Manufacturers: Next Administration Must Preserve Tax Provisions
The next administration must prioritize preserving the manufacturing-friendly policies from the Tax Cuts and Jobs Act, which were like “rocket fuel” for the manufacturing sector, manufacturers said before the election.
What’s going on: “We have 600,000 manufacturing workers here in the state of Michigan, so [manufacturing]’s a big piece of our economy,” RCO Aerospace and RCO Engineering General Manager and NAM Board Member Jeff Simek told Fox News’ Bret Baier recently.
- “The 2017 tax reform essentially created jobs in capital investment—and Bret, you’re in a building right now that was the fruits of that tax policy,” Simek added, referring to an RCO building whose construction was made possible by TCJA-enabled tax savings.

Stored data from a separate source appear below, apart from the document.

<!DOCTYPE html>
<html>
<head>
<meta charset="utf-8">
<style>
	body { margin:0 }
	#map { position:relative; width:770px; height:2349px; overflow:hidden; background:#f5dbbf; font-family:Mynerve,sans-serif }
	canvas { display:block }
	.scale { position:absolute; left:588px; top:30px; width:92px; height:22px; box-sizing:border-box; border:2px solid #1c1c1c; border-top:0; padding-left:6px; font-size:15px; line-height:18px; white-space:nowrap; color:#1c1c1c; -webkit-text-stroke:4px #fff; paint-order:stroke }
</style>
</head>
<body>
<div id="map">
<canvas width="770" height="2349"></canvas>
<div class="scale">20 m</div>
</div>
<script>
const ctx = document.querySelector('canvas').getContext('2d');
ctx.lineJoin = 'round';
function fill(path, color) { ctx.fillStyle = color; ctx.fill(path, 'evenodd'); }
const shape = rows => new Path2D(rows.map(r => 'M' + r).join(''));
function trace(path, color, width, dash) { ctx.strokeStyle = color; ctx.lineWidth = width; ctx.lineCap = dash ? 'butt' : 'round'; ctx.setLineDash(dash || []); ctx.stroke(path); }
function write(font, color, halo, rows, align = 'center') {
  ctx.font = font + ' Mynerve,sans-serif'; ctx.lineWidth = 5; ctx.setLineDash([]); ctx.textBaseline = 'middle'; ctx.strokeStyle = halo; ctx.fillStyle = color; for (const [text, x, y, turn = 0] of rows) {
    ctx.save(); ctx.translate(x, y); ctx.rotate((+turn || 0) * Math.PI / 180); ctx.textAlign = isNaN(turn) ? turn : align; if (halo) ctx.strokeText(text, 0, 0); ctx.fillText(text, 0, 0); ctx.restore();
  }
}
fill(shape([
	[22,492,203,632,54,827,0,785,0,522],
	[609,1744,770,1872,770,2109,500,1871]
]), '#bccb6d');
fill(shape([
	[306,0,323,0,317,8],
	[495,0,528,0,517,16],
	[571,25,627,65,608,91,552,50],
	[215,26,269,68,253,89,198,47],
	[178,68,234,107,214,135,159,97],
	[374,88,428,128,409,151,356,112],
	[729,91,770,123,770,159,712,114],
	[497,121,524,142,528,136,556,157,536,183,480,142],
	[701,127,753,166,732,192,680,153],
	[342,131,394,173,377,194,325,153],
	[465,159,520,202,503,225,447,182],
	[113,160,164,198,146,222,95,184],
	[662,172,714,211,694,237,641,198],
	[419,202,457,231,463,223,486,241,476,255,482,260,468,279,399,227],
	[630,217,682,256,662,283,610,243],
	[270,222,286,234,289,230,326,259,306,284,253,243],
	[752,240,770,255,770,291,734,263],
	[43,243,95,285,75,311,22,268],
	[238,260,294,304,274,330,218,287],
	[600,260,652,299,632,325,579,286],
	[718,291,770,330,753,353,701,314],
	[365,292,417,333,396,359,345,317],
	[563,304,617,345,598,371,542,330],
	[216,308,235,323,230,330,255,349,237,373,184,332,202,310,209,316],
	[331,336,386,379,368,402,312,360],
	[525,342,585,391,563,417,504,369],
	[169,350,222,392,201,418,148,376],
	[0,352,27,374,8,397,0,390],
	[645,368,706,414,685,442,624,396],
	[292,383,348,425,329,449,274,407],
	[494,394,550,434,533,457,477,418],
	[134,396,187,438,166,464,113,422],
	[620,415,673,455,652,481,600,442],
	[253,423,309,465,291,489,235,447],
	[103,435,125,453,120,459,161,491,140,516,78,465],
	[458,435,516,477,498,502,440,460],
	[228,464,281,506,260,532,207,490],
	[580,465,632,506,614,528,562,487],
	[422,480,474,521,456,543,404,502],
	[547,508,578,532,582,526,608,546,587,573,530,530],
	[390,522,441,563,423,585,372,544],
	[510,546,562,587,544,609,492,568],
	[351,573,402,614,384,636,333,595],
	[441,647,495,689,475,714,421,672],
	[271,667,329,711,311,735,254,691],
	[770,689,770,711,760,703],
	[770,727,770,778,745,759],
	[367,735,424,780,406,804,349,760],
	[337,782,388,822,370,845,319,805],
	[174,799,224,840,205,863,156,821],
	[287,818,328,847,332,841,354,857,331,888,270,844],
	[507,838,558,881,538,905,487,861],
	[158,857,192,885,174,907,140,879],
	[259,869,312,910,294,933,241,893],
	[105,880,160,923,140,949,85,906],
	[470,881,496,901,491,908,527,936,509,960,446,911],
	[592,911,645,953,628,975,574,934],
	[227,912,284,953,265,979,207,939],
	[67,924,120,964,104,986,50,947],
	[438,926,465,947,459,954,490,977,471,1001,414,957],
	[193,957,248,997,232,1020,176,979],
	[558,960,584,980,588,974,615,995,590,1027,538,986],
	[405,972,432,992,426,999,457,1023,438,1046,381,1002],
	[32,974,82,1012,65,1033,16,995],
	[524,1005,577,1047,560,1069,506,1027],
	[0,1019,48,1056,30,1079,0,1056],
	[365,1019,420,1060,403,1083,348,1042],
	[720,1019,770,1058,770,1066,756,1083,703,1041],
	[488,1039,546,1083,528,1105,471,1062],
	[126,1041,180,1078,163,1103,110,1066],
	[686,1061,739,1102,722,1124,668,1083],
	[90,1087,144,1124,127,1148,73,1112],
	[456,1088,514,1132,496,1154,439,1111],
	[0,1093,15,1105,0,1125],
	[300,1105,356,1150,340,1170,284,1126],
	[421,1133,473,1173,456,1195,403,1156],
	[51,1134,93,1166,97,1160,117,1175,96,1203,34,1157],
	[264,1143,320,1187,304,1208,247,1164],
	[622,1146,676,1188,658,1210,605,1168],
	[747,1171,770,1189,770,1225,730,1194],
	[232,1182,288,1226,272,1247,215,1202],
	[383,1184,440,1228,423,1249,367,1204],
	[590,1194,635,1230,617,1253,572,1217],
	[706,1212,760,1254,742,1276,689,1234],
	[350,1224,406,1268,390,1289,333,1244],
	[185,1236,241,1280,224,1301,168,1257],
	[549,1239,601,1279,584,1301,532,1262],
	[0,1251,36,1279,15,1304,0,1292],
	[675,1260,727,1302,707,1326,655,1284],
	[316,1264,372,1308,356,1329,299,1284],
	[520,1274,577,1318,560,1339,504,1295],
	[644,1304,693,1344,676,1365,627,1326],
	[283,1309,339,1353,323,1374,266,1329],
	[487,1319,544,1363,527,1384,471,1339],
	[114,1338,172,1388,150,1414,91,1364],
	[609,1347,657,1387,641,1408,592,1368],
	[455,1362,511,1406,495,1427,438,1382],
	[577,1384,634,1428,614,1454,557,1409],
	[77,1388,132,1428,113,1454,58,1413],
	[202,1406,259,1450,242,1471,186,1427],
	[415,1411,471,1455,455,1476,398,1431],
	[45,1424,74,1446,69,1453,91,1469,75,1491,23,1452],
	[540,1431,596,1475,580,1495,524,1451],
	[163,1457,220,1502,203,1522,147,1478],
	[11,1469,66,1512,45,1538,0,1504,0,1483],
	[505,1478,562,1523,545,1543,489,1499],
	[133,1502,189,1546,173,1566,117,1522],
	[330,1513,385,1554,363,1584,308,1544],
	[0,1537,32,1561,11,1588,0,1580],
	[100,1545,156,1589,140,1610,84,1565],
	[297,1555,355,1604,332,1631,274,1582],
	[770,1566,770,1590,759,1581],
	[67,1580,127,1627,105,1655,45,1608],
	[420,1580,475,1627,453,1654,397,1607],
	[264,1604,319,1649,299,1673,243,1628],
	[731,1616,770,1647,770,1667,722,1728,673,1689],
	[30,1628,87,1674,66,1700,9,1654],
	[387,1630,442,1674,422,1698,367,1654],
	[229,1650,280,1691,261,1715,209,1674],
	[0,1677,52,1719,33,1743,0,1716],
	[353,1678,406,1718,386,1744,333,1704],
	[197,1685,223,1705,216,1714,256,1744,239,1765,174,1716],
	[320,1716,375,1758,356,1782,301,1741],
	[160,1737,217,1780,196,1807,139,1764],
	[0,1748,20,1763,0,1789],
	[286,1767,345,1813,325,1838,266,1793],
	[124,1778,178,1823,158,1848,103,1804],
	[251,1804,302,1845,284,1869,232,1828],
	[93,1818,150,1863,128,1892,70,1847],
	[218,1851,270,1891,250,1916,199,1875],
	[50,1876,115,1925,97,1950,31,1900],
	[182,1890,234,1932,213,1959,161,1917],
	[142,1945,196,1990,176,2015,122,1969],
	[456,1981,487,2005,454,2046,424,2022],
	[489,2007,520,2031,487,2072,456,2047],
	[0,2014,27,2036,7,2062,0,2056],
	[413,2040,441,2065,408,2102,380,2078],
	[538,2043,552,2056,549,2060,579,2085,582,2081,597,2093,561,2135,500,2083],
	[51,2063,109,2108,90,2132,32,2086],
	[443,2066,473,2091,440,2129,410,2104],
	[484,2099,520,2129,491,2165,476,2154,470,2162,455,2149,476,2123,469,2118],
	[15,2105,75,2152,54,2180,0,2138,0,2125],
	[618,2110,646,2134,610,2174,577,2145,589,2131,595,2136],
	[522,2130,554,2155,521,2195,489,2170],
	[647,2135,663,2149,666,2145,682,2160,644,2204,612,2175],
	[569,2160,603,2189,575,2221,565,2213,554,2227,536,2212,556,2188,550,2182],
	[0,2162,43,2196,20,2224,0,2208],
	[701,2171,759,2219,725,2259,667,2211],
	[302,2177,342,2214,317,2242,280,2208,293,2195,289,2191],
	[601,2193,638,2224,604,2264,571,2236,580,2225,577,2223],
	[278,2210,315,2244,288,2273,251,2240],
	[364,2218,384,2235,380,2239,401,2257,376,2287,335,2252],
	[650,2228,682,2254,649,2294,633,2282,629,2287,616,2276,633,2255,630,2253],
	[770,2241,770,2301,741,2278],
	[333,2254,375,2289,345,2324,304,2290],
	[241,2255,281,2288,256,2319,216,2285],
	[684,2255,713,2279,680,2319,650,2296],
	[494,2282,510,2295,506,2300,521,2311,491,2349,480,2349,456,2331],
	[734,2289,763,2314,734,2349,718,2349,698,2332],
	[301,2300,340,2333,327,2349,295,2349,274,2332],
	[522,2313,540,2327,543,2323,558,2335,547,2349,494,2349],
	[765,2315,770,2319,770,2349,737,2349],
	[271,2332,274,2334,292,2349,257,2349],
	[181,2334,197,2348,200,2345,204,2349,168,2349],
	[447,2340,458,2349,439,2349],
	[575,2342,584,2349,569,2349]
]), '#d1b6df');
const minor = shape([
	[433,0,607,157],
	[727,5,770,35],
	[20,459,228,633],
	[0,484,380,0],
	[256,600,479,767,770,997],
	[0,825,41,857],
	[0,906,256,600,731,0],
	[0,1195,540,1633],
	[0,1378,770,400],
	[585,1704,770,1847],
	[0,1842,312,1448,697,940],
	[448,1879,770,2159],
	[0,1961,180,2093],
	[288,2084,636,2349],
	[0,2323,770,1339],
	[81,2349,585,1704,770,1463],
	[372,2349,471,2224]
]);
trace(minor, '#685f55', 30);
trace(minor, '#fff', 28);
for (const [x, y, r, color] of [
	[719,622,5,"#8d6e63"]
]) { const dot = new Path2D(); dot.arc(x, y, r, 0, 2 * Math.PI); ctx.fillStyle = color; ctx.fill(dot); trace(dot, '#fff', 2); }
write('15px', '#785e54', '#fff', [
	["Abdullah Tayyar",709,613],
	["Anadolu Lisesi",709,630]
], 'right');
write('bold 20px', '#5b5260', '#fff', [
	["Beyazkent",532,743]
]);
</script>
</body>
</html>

Why it’s important: Crucial tax reform provisions began to sunset in 2022 and 2023—and many more damaging expirations are scheduled for the end of 2025.
- The loss of these pro-growth policies will mean that manufacturers have less capital available to invest in equipment, job creation, research and growth.
What must be done: The NAM has “called for lawmakers to provide the industry with certainty by averting a ‘ tax Armageddon’ next year,” according to a Fox Business story on Monday.
- A key way we [see greater job growth] is to renew those 2017 tax reforms that were put into place during the Trump administration,” NAM President and CEO Jay Timmons told Fox News in July, in a clip reposted this week on FoxBusiness.com.
- “Those expire, for the most part … at the end of 2025, and there’s a lot of talk right now—from both sides of the aisle, quite frankly—about the possibility of raising taxes on manufacturers, taxes on business. That’s not going to help us. That’s not going to help our economy grow.”